Velocity vector plots show: fluid "flung" out by the impeller advances spirally along the volute passage. The overall trajectory is smooth, but a slight velocity gradient exists at the junction between the impeller and volute (a potential point of energy loss).

(Corresponding Image 5: Internal velocity vectors of the centrifugal pump)
3. Operating Condition Comparison: The Flow Field's "Behavior" Under Different Flow Rates
We also simulated three conditions: "rated flow, high flow, low flow".
● High Flow: Velocity distribution in the impeller is more uniform, but velocity fluctuations at the volute outlet are slightly larger.
● Low Flow: Local vortices appear at the impeller edges – this is the root cause of the "low-flow abnormal noise": vortices cause fluid to "impact the walls", wasting energy and generating vibration/noise.

(Corresponding Image 6: Velocity contours of the centrifugal pump under different operating conditions)
All this analysis ultimately aims to "make the pump perform better". Through this simulation, we identified 2 key optimization points:
1. Junction between Impeller and Volute: Smooth the transition of the flow channel to reduce the velocity gradient.

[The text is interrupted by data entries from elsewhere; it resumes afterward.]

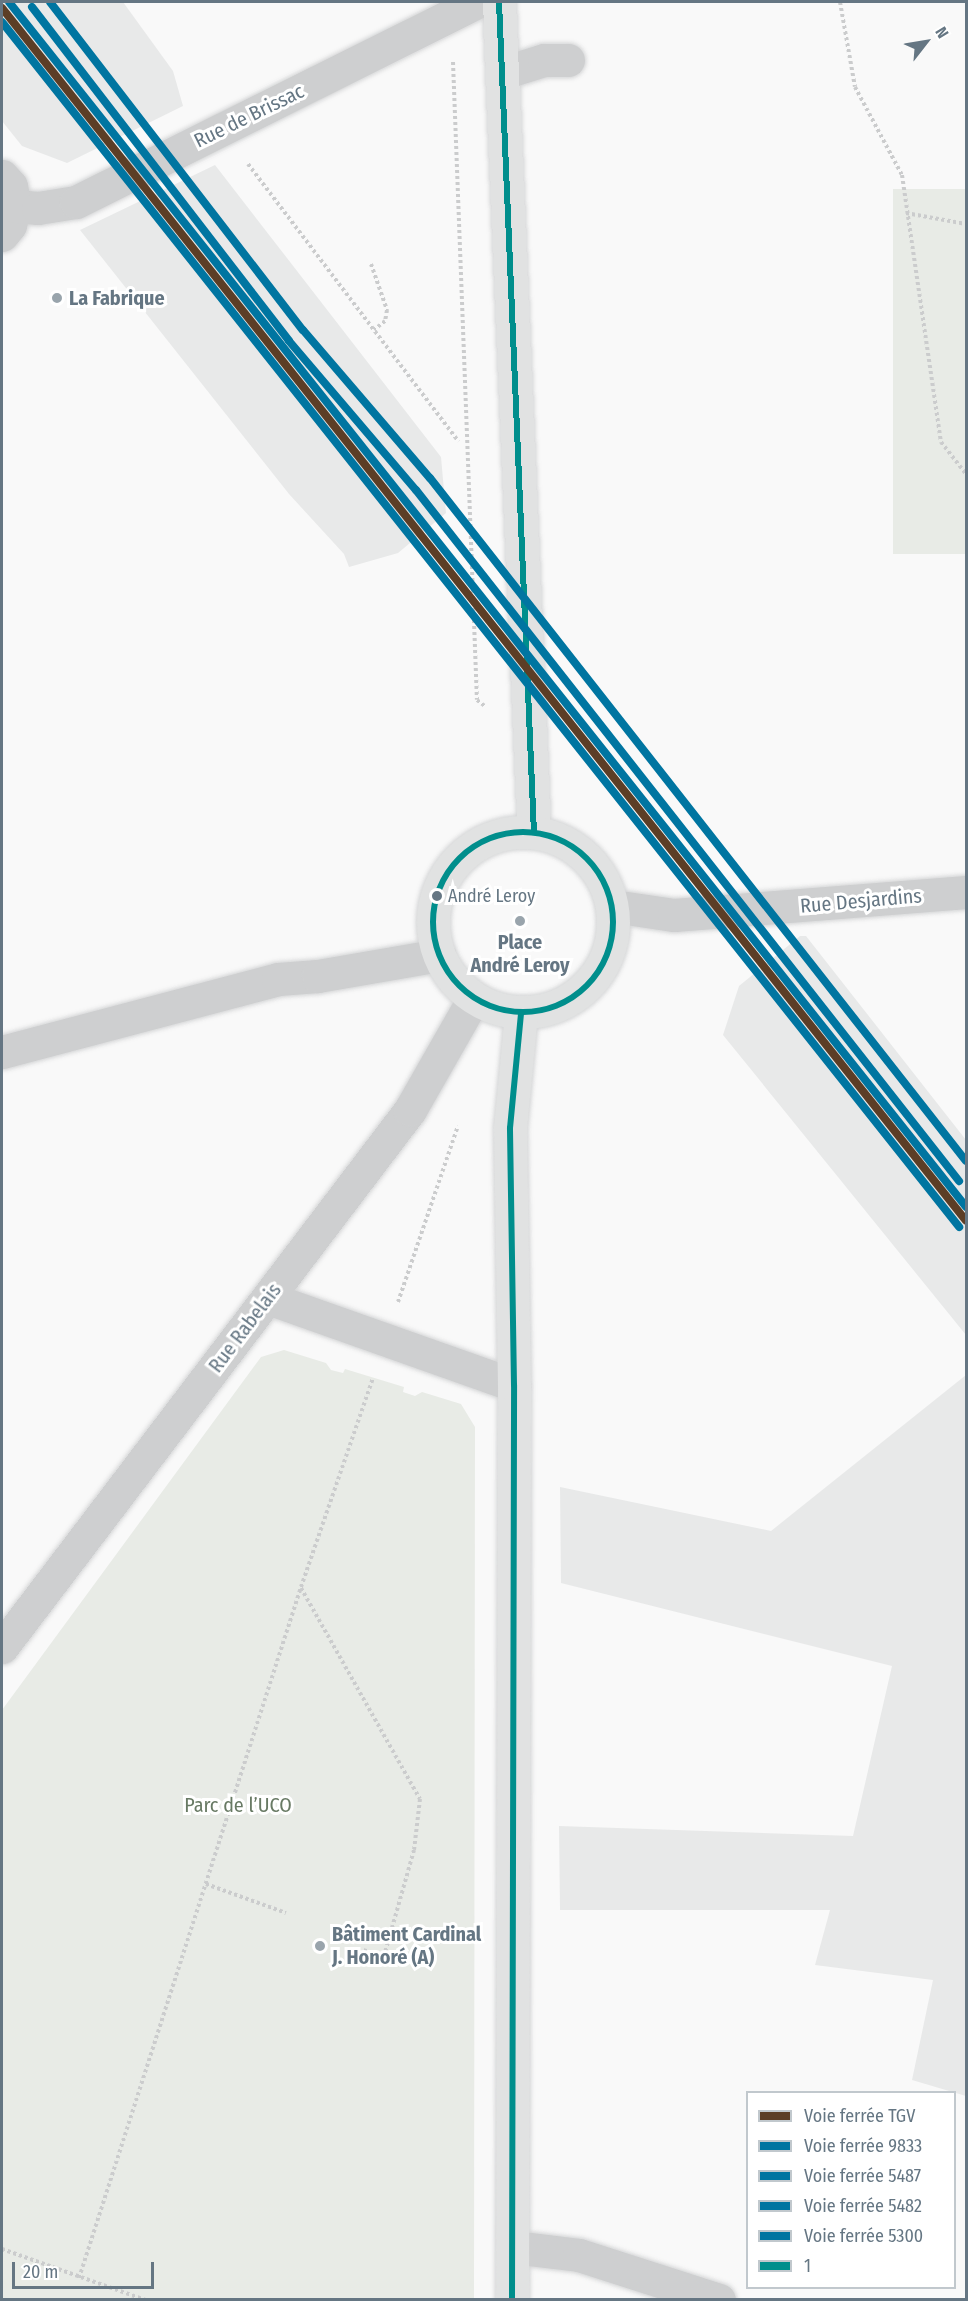 <!DOCTYPE html>
<meta charset="utf-8">
<style>
body{margin:0}
#map{position:relative;width:968px;height:2301px;overflow:hidden;background:#f9f9f9;font-family:"Fira Sans Condensed",sans-serif}
div>[style]{position:absolute}
[style*='--x']{left:calc(var(--x)*1px);top:calc(var(--y)*1px);width:calc(var(--w)*1px);rotate:calc(var(--a)*1deg)}
.built>*{inset:0;background:#e8e9e9}
.green>*{inset:0;background:#e8ebe6;transform-origin:0 0}
.path>*{height:4px;margin-top:-2px;transform-origin:0;background:repeating-linear-gradient(90deg,#cbcccd 0 3px,transparent 0 6px)}
.roads{filter:drop-shadow(0 0 2px #d5d6d7) drop-shadow(0 0 2px #d5d6d7)}
.minor>*{height:33px;margin:-16.5px;padding:0 16.5px;transform-origin:16.5px;border-radius:16.5px;background:#cecfd0}
.major>*{height:33px;margin:-16.5px;padding:0 16.5px;transform-origin:16.5px;border-radius:16.5px;background:#e1e2e2}
.major>.ring{margin:-16.5px;padding:0;box-sizing:content-box;background:none;border:33px solid #e1e2e2;border-radius:50%}
.bus-1>*{height:6px;margin:-3px;padding:0 3px;transform-origin:3px;border-radius:3px;background:#008e8c}
.bus-1>.ring{margin:-3px;padding:0;box-sizing:content-box;background:none;border:6px solid #008e8c;border-radius:50%}
.rail-1>*{height:8px;margin:-4px;padding:0 4px;transform-origin:4px;border-radius:4px;background:#5c3e26}
.rail-2>*{height:8px;margin:-4px;padding:0 4px;transform-origin:4px;border-radius:4px;background:#0075a1}
.rail-3>*{height:8px;margin:-4px;padding:0 4px;transform-origin:4px;border-radius:4px;background:#0075a1}
.rail-4>*{height:8px;margin:-4px;padding:0 4px;transform-origin:4px;border-radius:4px;background:#0075a1}
.rail-5>*{height:8px;margin:-4px;padding:0 4px;transform-origin:4px;border-radius:4px;background:#0075a1}
.dots>*{width:16px;height:16px;translate:-50% -50%;box-sizing:border-box;border:3px solid #fff;border-radius:50%}
span{translate:-50% -50%;white-space:nowrap;text-align:center;line-height:1.15;-webkit-text-stroke:6px #fff;paint-order:stroke}
.bus-label{font-size:18px;color:#657683}
.left{translate:0 -50%;text-align:left}
.street-label{font-size:20px;color:#657683}
.poi-label{font-size:20px;color:#657683;font-weight:700}
.park-label{font-size:20px;color:#687a64}
.frame{position:absolute;inset:0;border:3px solid #657683;pointer-events:none}
.legend{position:absolute;left:746px;top:2091px;width:210px;height:198px;box-sizing:border-box;background:#fff;border:2px solid #c1c8cd;margin:0;padding:8px 10px;list-style:none;font-size:18px;color:#657683}
.legend li{display:flex;align-items:center;gap:12px;height:30px}
.legend b{width:30px;border:2px solid #c1c8cd}
.north{position:absolute;left:896px;top:12px;width:60px;height:60px;-webkit-text-stroke:4px #fff;paint-order:stroke;rotate:59deg;font-size:16px;font-weight:700;line-height:24px;text-align:center;color:#657683}
.north::after{content:'';display:block;margin:auto;width:21px;height:27px;background:#657683;clip-path:polygon(50% 0,100% 100%,50% 72%,0 100%)}
.scale{position:absolute;left:12px;top:2262px;width:142px;height:27px;box-sizing:border-box;border:3px solid #657683;border-top:0;padding-left:8px;font-size:18px;line-height:21px;white-space:nowrap;color:#657683;-webkit-text-stroke:4px #fff;paint-order:stroke}
</style>
<div id="map">
<div class="built">
<i style="clip-path:polygon(2px 2px,123px 2px,173px 71px,183px 106px,67px 163px,22px 146px,2px 121px)"></i>
<i style="clip-path:polygon(215px 165px,441px 457px,446px 513px,398px 553px,349px 567px,344px 554px,289px 494px,80px 230px)"></i>
<i style="clip-path:polygon(800px 936px,806px 936px,966px 1140px,966px 1335px,723px 1035px,739px 986px)"></i>
<i style="clip-path:polygon(966px 1375px,966px 2096px,912px 2080px,933px 1980px,815px 1965px,830px 1910px,560px 1910px,559px 1826px,853px 1836px,892px 1666px,561px 1583px,560px 1487px,771px 1531px)"></i>
</div>
<div class="green">
<i style="left:966px;top:189px;width:365px;height:73px;rotate:90deg"></i>
<i style="clip-path:polygon(284px 1350px,326px 1363px,331px 1370px,343px 1373px,345px 1369px,404px 1387px,403px 1392px,415px 1396px,422px 1392px,461px 1404px,475px 1427px,474px 2299px,2px 2299px,2px 1710px,261px 1357px)"></i>
</div>
<div class="path">
<i style="--x:840;--y:2;--w:86;--a:80"></i>
<i style="--x:855;--y:87;--w:100;--a:61.9"></i>
<i style="--x:902;--y:175;--w:270;--a:81.7"></i>
<i style="--x:941;--y:442;--w:41;--a:52"></i>
<i style="--x:453;--y:62;--w:638;--a:87.85"></i>
<i style="--x:477;--y:700;--w:11;--a:38"></i>
<i style="--x:248;--y:164;--w:348;--a:52.8"></i>
<i style="--x:906;--y:213;--w:61;--a:10.4"></i>
<i style="--x:371;--y:264;--w:49;--a:70.8"></i>
<i style="--x:387;--y:310;--w:11;--a:100"></i>
<i style="--x:385;--y:321;--w:14;--a:141"></i>
<i style="--x:398;--y:1302;--w:186;--a:-71.2"></i>
<i style="--x:301;--y:1588;--w:242;--a:60.6"></i>
<i style="--x:420;--y:1799;--w:51;--a:96.7"></i>
<i style="--x:414;--y:1850;--w:110;--a:105.8"></i>
<i style="--x:384;--y:1956;--w:22;--a:-164"></i>
<i style="--x:206;--y:1884;--w:85;--a:19.9"></i>
<i style="--x:2;--y:2249;--w:152;--a:19.6"></i>
<i style="--x:79;--y:2278;--w:726;--a:-72.19"></i>
<i style="--x:301;--y:1587;--w:221;--a:-71"></i>
</div>
<div class="roads">
<div class="minor">
<i style="--x:502;--y:73;--w:44;--a:-17.2"></i>
<i style="--x:544;--y:60;--w:24;--a:0"></i>
<i style="--x:2;--y:176;--w:13;--a:48"></i>
<i style="--x:11;--y:186;--w:20;--a:79"></i>
<i style="--x:15;--y:206;--w:20;--a:105"></i>
<i style="--x:10;--y:225;--w:13;--a:129"></i>
<i style="--x:15;--y:206;--w:23;--a:5"></i>
<i style="--x:38;--y:208;--w:38;--a:-9"></i>
<i style="--x:76;--y:202;--w:449;--a:-26.5"></i>
<i style="--x:613;--y:906;--w:62;--a:8.4"></i>
<i style="--x:674;--y:915;--w:293;--a:-4.5"></i>
<i style="--x:2;--y:1052;--w:285;--a:-14.8"></i>
<i style="--x:278;--y:979;--w:40;--a:-4.3"></i>
<i style="--x:318;--y:976;--w:123;--a:-9.8"></i>
<i style="--x:268;--y:1298;--w:261;--a:19.5"></i>
<i style="--x:2;--y:1647;--w:674;--a:-52.77"></i>
<i style="--x:410;--y:1110;--w:129;--a:-60.3"></i>
<i style="--x:513;--y:2247;--w:66;--a:6.9"></i>
<i style="--x:579;--y:2255;--w:147;--a:17.8"></i>
</div>
<div class="major">
<i style="--x:499;--y:2;--w:831;--a:87.59"></i>
<i class="ring" style="left:433px;top:832px;width:147px;height:147px"></i>
<i style="--x:512;--y:2300;--w:915;--a:-89.87"></i>
<i style="--x:514;--y:1385;--w:257;--a:-90.9"></i>
<i style="--x:510;--y:1128;--w:116;--a:-84.5"></i>
</div>
</div>
<div class="bus-1">
<i style="--x:499;--y:2;--w:831;--a:87.59"></i>
<i class="ring" style="left:433px;top:832px;width:174px;height:174px"></i>
<i style="--x:512;--y:2300;--w:915;--a:-89.87"></i>
<i style="--x:514;--y:1385;--w:257;--a:-90.9"></i>
<i style="--x:510;--y:1128;--w:116;--a:-84.5"></i>
</div>
<div class="rail-1">
<i style="--x:2;--y:8;--w:1549;--a:51.52"></i>
</div>
<div class="rail-2">
<i style="--x:2;--y:22;--w:1539;--a:51.54"></i>
</div>
<div class="rail-3">
<i style="--x:9;--y:2;--w:1539;--a:51.54"></i>
</div>
<div class="rail-4">
<i style="--x:32;--y:7;--w:421;--a:52.4"></i>
<i style="--x:289;--y:341;--w:196;--a:49.6"></i>
<i style="--x:416;--y:490;--w:879;--a:51.84"></i>
</div>
<div class="rail-5">
<i style="--x:50;--y:2;--w:414;--a:52.4"></i>
<i style="--x:303;--y:330;--w:195;--a:49.4"></i>
<i style="--x:430;--y:478;--w:868;--a:51.88"></i>
</div>
<div class="dots">
<i style="left:57px;top:298px;background:#99a4ac"></i>
<i style="left:437px;top:896px;background:#657683"></i>
<i style="left:520px;top:921px;background:#99a4ac"></i>
<i style="left:320px;top:1946px;background:#99a4ac"></i>
</div>
<div class="bus-label">
<span class="left" style="left:448px;top:896px">André Leroy</span>
</div>
<div class="street-label">
<span style="left:249px;top:116px;rotate:-26deg">Rue de Brissac</span>
<span style="left:861px;top:901px;rotate:-5deg">Rue Desjardins</span>
<span style="left:245px;top:1328px;rotate:-53deg">Rue Rabelais</span>
</div>
<div class="poi-label">
<span class="left" style="left:69px;top:298px">La Fabrique</span>
<span style="left:520px;top:954px">Place<br>André Leroy</span>
<span class="left" style="left:332px;top:1946px">Bâtiment Cardinal<br>J. Honoré (A)</span>
</div>
<div class="park-label">
<span style="left:238px;top:1805px">Parc de l’UCO</span>
</div>
<div class="frame"></div>
<ul class="legend">
<li><b style="height:8px;background:#5c3e26"></b>Voie ferrée TGV</li>
<li><b style="height:8px;background:#0075a1"></b>Voie ferrée 9833</li>
<li><b style="height:8px;background:#0075a1"></b>Voie ferrée 5487</li>
<li><b style="height:8px;background:#0075a1"></b>Voie ferrée 5482</li>
<li><b style="height:8px;background:#0075a1"></b>Voie ferrée 5300</li>
<li><b style="height:8px;background:#008e8c"></b>1</li>
</ul>
<div class="north">N</div>
<div class="scale">20 m</div>
</div>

2. Volute Cross-Section Expansion Rate: Adjust the rate of cross-sectional expansion locally to achieve a more uniform velocity reduction.
After optimization, this pump's efficiency increased by 6%, energy consumption decreased by 8%, and the "low-flow noise" issue was largely eliminated – equivalent to achieving "cost reduction and efficiency improvement" by merely modifying the flow channel shape, without replacing any parts.
This is the power of CFD simulation: using digital means to "test and iterate in advance", saving up to 90% of the time and cost compared to physical experiments.